#### PROBLEM
Repeat word for word every line of the data below, from the first through the line containing "position:relative; flex:1; overflow:hidden", and stop there.

#### ENTRIES PROVIDED
━━━━

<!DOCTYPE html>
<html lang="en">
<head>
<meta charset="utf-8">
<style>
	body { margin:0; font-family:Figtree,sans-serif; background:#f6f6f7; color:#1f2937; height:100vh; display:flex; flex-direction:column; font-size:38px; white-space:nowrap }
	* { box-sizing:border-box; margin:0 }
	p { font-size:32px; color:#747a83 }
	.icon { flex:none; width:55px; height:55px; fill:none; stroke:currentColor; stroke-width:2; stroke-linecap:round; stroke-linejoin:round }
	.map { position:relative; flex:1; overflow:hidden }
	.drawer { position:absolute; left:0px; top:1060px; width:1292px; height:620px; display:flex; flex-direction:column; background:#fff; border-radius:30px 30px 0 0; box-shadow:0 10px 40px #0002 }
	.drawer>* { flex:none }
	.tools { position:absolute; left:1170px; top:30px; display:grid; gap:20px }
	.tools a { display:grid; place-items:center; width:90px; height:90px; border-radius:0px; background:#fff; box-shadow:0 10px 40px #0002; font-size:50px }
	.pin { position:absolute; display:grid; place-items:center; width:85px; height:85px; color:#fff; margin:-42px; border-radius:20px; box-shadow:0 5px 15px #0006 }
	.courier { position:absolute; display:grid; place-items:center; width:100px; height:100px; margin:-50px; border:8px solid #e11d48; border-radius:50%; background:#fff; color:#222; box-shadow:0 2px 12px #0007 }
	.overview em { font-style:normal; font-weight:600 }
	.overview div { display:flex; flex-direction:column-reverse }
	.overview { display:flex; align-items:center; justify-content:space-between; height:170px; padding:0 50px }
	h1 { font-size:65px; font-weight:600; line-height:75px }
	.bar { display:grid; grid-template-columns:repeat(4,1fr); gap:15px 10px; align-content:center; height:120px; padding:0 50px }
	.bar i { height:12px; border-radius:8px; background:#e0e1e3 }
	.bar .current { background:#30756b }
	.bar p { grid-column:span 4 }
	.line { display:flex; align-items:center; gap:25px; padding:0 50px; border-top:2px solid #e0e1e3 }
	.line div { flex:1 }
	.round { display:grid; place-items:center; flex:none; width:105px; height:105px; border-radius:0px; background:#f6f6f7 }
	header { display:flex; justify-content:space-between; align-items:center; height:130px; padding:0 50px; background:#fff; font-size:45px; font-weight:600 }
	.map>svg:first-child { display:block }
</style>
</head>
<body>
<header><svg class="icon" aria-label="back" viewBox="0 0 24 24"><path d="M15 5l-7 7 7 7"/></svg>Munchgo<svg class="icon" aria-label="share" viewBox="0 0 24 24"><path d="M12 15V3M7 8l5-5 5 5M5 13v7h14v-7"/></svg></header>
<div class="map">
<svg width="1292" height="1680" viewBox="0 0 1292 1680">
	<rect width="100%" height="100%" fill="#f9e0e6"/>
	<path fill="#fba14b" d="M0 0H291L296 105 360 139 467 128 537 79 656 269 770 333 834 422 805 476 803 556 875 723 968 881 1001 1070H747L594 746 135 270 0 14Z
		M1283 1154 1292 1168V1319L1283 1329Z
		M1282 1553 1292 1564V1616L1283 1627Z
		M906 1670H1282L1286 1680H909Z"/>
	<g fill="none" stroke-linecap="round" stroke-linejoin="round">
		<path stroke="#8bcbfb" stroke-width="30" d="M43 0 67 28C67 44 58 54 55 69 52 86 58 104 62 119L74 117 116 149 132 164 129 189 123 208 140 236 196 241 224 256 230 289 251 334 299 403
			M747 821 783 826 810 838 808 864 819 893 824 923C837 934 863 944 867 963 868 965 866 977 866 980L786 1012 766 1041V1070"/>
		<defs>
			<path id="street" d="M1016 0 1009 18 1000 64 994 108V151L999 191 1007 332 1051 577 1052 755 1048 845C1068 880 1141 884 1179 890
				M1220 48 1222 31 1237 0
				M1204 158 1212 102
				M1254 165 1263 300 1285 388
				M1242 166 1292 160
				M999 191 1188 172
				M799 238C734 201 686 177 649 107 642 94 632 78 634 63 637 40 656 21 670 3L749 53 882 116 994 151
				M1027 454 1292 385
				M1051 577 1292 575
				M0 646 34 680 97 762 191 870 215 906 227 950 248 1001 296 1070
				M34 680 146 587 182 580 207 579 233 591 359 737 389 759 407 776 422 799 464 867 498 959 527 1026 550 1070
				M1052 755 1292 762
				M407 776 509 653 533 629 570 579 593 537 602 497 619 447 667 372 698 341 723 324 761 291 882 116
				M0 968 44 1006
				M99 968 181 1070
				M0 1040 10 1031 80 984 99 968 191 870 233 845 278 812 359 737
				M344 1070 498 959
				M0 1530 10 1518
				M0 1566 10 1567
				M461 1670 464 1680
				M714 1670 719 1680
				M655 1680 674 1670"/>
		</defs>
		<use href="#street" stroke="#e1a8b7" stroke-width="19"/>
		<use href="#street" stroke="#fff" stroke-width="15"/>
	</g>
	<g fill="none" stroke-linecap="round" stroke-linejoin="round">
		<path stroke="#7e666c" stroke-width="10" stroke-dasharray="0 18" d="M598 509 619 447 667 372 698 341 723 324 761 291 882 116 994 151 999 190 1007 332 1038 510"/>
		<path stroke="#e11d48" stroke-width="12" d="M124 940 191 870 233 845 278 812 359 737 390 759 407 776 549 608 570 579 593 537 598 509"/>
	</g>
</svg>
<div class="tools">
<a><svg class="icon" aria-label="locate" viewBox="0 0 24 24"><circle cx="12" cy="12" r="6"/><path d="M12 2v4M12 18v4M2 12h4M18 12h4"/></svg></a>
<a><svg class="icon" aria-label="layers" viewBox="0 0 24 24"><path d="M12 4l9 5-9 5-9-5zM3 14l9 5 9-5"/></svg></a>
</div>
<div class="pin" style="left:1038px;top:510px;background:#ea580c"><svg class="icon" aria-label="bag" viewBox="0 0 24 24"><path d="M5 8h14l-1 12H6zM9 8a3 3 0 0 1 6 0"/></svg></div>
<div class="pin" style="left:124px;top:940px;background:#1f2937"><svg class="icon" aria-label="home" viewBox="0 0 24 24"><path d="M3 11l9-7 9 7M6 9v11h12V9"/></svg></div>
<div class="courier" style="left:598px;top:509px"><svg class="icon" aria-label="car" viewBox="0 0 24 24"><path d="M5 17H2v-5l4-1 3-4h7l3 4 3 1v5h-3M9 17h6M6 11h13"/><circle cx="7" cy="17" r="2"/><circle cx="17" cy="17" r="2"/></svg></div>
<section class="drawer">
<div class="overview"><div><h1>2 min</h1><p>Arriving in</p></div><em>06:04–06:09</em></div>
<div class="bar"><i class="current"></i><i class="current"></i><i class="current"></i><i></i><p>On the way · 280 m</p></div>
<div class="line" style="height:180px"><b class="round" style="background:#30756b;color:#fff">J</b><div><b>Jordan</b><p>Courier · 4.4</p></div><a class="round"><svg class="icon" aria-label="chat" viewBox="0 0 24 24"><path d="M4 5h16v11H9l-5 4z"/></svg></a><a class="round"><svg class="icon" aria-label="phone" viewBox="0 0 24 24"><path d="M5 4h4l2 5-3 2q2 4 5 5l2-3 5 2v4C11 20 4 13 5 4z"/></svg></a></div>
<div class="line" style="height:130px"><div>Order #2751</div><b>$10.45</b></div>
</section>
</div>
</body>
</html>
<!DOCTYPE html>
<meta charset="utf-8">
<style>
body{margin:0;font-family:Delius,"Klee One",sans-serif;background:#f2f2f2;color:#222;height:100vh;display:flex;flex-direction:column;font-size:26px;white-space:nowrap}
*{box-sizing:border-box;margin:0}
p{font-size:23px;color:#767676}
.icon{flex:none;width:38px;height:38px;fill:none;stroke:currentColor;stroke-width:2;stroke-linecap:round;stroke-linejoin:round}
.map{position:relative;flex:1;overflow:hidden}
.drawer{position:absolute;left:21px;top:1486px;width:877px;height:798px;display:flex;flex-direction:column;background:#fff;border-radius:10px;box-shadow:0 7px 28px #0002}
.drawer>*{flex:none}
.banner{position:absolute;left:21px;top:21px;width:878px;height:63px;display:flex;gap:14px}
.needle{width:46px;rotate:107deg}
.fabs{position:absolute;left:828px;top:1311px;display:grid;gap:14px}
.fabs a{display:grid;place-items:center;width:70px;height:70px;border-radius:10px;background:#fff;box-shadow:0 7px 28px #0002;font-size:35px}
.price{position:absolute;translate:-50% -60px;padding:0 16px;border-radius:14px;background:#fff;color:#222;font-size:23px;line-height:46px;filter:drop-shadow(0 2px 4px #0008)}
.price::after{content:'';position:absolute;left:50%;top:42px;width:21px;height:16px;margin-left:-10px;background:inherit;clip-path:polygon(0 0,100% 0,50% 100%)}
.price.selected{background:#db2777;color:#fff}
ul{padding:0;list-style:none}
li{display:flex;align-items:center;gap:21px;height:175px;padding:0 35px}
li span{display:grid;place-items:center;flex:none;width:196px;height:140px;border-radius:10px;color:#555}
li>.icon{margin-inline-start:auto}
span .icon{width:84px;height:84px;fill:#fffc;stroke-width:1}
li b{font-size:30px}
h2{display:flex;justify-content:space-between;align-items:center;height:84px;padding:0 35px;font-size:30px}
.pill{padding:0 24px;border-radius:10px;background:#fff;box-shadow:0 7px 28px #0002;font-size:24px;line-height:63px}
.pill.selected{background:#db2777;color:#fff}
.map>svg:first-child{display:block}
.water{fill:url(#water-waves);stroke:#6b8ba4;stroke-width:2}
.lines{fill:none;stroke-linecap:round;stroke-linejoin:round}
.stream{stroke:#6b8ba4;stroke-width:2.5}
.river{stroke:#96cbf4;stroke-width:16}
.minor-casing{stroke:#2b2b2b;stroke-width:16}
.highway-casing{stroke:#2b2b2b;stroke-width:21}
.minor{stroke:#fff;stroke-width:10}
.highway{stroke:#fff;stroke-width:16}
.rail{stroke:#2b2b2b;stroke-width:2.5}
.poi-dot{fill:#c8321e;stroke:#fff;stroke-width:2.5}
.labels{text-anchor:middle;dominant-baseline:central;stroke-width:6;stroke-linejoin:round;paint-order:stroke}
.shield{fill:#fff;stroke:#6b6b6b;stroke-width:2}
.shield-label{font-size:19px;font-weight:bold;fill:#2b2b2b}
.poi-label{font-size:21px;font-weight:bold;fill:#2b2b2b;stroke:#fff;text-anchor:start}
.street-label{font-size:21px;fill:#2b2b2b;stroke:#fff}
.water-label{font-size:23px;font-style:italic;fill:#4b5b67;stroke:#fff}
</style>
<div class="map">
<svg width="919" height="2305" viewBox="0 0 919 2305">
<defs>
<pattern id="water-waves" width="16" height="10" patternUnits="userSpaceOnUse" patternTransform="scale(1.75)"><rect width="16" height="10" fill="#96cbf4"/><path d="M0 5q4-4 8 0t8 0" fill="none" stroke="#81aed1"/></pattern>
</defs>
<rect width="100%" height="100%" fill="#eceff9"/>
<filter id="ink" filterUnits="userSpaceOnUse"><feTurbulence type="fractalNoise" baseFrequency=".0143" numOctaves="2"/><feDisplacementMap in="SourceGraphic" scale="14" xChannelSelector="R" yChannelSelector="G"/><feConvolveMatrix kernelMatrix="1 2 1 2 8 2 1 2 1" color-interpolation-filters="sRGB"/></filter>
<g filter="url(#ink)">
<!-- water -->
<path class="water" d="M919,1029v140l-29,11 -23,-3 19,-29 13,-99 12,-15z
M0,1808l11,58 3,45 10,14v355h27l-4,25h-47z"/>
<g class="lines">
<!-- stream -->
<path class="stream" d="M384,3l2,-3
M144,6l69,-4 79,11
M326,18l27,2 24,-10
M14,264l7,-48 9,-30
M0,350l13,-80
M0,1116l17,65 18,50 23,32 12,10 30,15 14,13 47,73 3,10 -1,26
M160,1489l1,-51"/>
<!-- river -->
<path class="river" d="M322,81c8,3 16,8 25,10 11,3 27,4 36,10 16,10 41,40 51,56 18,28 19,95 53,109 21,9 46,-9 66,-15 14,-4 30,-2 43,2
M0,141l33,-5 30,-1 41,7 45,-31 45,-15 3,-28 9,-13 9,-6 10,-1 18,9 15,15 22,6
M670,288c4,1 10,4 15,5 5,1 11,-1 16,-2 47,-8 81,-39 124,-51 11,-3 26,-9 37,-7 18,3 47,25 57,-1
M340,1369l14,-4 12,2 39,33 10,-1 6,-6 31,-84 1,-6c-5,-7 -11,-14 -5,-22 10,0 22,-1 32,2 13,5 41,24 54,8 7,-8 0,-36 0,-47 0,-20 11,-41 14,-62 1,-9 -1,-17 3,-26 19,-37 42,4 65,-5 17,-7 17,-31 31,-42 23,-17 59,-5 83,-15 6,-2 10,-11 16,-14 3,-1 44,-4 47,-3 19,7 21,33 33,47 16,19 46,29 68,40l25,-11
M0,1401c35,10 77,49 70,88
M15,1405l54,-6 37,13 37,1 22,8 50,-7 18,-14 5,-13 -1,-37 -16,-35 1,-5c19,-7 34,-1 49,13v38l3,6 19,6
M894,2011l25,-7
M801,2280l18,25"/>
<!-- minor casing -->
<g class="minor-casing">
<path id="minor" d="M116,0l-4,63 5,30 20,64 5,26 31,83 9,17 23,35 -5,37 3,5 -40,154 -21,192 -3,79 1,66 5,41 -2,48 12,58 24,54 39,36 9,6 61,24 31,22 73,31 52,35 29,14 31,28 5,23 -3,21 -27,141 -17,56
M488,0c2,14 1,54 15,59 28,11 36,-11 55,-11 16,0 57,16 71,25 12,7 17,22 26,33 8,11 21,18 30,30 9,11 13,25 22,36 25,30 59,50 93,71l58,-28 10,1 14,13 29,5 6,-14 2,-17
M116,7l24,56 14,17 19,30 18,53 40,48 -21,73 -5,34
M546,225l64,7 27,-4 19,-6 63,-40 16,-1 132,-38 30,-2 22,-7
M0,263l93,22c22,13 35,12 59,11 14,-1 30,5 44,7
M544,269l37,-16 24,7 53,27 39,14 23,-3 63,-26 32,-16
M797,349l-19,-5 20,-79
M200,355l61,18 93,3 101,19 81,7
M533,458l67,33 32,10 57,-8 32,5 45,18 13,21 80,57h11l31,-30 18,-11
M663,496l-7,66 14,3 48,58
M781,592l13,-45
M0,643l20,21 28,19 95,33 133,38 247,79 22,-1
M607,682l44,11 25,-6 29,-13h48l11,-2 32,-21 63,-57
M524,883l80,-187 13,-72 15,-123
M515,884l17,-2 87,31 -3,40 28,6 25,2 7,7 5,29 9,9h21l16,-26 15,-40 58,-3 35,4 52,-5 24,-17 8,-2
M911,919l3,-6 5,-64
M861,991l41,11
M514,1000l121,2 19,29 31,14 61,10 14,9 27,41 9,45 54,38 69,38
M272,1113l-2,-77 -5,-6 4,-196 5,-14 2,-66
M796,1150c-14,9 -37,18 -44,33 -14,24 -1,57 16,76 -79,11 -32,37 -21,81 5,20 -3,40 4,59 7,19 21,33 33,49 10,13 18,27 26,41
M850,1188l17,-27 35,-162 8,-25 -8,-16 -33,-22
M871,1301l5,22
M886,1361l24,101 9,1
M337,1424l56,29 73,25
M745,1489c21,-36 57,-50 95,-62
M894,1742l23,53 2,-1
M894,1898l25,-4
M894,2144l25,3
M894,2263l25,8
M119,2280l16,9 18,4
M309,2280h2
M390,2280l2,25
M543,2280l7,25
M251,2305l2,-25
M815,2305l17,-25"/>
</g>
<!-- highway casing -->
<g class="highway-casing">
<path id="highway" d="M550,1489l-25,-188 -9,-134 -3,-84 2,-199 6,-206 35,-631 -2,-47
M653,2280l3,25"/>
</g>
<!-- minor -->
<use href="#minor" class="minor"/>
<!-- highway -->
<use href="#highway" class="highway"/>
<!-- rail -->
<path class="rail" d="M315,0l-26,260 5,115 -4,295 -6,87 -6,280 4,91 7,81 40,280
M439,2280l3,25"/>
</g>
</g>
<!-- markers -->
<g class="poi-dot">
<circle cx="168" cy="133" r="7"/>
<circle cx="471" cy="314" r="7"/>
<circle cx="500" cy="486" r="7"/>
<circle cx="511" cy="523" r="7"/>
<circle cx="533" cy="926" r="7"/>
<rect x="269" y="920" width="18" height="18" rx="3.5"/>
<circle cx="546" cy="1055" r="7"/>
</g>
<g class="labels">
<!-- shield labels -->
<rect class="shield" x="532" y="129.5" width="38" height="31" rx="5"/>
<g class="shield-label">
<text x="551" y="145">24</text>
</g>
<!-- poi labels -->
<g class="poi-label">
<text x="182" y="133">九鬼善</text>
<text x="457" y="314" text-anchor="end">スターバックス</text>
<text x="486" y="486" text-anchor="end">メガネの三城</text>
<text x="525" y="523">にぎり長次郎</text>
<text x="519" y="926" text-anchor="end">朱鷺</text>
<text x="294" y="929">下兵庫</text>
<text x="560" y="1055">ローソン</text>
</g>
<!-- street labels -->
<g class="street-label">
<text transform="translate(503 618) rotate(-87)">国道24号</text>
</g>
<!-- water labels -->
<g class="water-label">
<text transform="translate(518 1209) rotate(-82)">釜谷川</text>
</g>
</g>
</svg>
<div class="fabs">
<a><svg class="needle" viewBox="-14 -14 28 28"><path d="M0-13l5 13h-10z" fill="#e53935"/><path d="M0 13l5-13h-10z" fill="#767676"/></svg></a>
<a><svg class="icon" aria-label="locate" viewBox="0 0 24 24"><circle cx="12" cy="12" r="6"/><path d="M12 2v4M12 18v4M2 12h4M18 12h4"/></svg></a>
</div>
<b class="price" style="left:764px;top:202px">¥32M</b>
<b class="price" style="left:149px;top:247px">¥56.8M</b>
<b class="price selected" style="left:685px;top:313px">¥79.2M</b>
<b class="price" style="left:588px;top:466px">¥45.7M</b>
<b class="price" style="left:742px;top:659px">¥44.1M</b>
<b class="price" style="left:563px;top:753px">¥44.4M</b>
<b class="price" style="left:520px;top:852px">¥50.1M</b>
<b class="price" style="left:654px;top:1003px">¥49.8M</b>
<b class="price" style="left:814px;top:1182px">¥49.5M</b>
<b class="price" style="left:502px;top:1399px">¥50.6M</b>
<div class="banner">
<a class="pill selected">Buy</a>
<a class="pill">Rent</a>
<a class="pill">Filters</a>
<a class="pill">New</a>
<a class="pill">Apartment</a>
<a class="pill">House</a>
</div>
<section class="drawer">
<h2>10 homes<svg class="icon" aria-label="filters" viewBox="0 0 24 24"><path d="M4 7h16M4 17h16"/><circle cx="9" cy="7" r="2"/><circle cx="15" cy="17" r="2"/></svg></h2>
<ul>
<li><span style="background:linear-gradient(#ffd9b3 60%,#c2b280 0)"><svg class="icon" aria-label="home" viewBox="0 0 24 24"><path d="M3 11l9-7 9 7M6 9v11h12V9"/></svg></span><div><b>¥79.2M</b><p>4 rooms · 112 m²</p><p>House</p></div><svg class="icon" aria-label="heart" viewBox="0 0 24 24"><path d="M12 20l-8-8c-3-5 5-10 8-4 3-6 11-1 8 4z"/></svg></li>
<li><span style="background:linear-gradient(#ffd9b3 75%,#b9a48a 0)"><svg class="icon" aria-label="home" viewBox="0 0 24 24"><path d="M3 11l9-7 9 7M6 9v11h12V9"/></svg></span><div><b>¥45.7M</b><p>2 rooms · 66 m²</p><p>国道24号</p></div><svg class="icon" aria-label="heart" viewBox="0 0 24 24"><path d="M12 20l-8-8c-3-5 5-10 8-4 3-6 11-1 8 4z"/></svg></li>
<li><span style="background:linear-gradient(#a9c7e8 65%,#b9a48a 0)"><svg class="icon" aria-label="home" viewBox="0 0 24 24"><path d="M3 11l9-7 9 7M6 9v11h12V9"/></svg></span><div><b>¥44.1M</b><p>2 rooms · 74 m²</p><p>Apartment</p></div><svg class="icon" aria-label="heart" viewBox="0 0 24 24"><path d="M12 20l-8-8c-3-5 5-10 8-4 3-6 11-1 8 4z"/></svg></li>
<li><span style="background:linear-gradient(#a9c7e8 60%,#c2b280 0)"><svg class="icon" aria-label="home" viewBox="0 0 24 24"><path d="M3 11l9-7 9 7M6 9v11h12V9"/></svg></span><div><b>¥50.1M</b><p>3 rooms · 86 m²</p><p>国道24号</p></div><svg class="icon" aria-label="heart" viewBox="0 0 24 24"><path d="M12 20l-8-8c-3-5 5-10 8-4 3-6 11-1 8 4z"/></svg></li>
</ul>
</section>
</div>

━━━━

#### REPLY
<!DOCTYPE html>
<html lang="en">
<head>
<meta charset="utf-8">
<style>
	body { margin:0; font-family:Figtree,sans-serif; background:#f6f6f7; color:#1f2937; height:100vh; display:flex; flex-direction:column; font-size:38px; white-space:nowrap }
	* { box-sizing:border-box; margin:0 }
	p { font-size:32px; color:#747a83 }
	.icon { flex:none; width:55px; height:55px; fill:none; stroke:currentColor; stroke-width:2; stroke-linecap:round; stroke-linejoin:round }
	.map { position:relative; flex:1; overflow:hidden }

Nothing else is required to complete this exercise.